Regional Labour Tribunal of the Third Region, Lacir Vicente Nunes v. Sandoval Alves Da Rocha and others, 7 May 2003, TRT-RO-3951/03
Constitution of Brazil
(1) Norms that define fundamental rights and guarantees are immediately applicable.
(2) The rights and guarantees expressed in this Constitution do not exclude other rights stemming from the system and principles adopted by this text or stemming from international treaties to which the Federal Republic of Brazil is a party.
(3) International treaties and conventions on individual rights that are adopted by both houses of the Congress, in two rounds, by three fifths of the votes of the members of each house will be the equivalent of constitutional amendments.
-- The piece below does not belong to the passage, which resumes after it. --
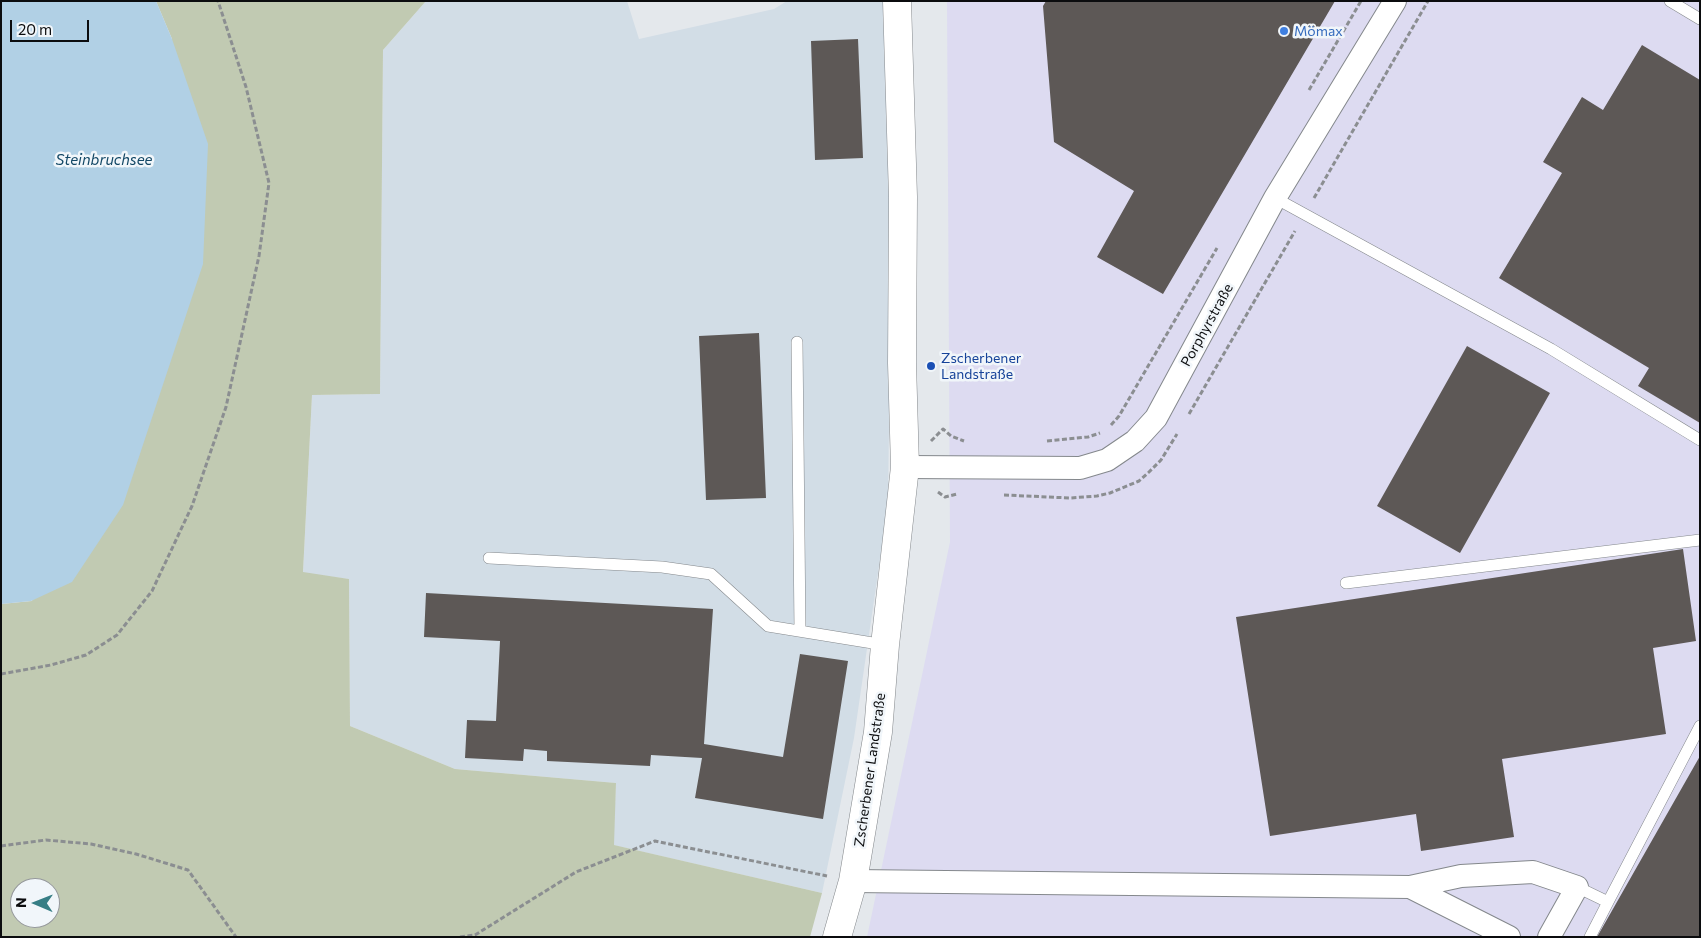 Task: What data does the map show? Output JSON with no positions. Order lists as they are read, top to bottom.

Holidays with pay , Domestic workers
Direct resolution of a dispute on the basis of international law , Reference to international law to strengthen a decision based on domestic law
Termination of a contract of employment before taking holidays with pay/ Request for compensation/ Provisions differing between domestic law and a ratified international convention/ Application of the provision most favourable to the worker/ Direct resolution of a dispute on the basis of international law/ Reference to international law to strengthen a decision based on domestic law
Having been dismissed after eight months of work, a domestic worker entered a claim for compensation for holidays with pay not taken during her period of employment. The Court of first instance rejected her request, stating that domestic workers were not covered by the provisions concerning compensation for holidays with pay. The worker appealed that decision before the competent regional labour court.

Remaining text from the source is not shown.